Even as adults, we do not like to be ignored or neglected. This is the same for kids, and even tougher on them. A child who feels neglected by either his parents family members, or people he expects to love and cherish him, would do almost anything to get their attention. Depending on the nature of neglect, he may go to extremes to either prove himself, or spite you for how you have hurt him. Again, whoever he perceives as reason for his neglect would become a victim of his resentment. There is no telling how far a hurting child would go to get back at his parents. At this stage in this child's life, he or she is susceptible to and vulnerable against negative influences. This is also the point they get hooked up with bad friends, begin to do drugs or other harmful activities. The big question is why do kids feel neglected by their parents?
1. They are actually neglected: Though it is good to have a career, take on more jobs or projects to make ends meet, but when your career or work life begin to rob you of your time with your family, you are creating room for trouble. Put in another way, when you get off to work before your kids are up, and get back after they've gone to bed, and you do this so many days in a week and in row, seriously, who is watching the kids? There is only little the maid or baby sitter can do. The responsibility of molding or shaping our children's life rest solely on us as parents. This can only be achieved if we are around most of the time.
2. You donít care for their opinion: While it is good for the kids to know who's boss around the home, it is not a smart idea to be all strict and authoritarian all the time. It is always helpful to give some explanations to your kids especially when you refuse them of something they think is harmless. Your teenage son may demand to know why he can't go to a club with his friends. 'Because I say so!' has proven over time not to be the smartest of answers. And because you have not explained to him what your concerns about the place are, his young mind would defile and rebel and challenge you on that.
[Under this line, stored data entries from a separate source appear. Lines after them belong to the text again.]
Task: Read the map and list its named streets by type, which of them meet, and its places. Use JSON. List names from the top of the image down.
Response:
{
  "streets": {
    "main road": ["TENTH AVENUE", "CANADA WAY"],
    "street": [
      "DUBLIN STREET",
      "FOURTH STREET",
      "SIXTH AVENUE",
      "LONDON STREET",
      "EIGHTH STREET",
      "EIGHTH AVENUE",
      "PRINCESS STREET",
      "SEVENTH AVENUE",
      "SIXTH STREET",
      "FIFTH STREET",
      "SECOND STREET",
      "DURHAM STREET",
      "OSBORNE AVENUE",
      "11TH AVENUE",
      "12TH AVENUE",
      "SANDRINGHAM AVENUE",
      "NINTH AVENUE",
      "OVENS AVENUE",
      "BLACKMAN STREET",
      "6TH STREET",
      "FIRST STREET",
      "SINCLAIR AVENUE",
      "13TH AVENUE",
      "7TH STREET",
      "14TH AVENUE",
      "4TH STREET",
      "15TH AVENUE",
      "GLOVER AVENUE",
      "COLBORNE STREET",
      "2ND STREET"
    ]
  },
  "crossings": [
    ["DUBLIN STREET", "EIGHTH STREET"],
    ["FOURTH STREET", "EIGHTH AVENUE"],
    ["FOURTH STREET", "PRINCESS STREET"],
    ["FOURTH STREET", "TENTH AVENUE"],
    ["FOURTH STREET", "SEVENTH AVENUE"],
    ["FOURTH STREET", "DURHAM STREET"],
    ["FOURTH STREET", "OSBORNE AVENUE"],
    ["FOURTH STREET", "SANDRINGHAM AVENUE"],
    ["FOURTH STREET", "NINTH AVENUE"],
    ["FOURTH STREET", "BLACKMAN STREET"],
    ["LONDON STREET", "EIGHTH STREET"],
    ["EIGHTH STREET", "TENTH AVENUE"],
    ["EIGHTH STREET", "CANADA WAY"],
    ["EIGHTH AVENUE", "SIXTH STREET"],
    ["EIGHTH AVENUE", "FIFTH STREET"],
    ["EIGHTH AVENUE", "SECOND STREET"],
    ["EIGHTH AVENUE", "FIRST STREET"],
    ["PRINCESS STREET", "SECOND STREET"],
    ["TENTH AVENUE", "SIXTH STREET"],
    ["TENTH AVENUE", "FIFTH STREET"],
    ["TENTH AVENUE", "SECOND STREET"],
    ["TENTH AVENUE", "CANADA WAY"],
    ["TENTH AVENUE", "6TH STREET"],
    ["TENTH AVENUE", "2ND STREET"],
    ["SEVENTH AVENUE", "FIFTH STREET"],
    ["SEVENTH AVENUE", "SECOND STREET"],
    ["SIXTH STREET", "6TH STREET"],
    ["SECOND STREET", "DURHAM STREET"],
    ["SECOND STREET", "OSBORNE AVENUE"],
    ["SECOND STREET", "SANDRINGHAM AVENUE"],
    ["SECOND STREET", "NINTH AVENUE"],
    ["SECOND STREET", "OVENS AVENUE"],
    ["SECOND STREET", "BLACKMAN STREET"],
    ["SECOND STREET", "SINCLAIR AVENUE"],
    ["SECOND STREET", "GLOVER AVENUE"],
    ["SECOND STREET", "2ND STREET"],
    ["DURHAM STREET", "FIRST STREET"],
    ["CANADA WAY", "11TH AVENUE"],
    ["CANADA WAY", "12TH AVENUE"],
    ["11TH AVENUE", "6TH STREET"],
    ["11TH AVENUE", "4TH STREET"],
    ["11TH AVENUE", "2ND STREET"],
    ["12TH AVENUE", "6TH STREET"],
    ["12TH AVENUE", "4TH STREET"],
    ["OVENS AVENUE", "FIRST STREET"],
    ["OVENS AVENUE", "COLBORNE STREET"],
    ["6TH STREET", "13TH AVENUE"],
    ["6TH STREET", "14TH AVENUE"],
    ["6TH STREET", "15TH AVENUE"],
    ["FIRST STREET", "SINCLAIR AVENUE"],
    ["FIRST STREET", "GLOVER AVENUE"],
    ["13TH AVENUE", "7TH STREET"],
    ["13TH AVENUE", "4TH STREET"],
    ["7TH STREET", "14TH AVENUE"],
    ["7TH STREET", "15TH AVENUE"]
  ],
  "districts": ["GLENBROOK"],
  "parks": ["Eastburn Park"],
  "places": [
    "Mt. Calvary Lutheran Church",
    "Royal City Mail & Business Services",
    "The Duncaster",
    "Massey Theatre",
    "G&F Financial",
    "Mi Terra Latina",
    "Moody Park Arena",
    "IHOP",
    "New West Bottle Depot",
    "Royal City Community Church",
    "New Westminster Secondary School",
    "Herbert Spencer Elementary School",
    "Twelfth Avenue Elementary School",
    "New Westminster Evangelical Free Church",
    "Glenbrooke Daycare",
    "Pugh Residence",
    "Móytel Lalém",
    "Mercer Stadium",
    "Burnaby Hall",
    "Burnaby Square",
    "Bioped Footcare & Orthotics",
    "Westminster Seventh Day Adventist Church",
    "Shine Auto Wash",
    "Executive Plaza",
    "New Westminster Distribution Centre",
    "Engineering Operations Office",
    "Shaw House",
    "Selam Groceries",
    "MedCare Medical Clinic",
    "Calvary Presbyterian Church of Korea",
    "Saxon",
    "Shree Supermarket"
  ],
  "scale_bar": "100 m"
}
3. You always say no: Again, while it is good to be firm and clear in your instructions, there should be room for healthy compromise. If your kids draw the conclusion that it is always a no with you, they'd eventually stop asking, meaning, they'd go ahead to do stuff with or without your consent. But, if you tell them why they can't have something at a particular time, you could suggest a healthy alternative. That way, they'll understand you are watching out for them, and not just being mean.
There are different kinds of neglect, but the end result is usually the same. It may be a good idea to look closely at your child's strange behavior, he/she may be asking for your attention.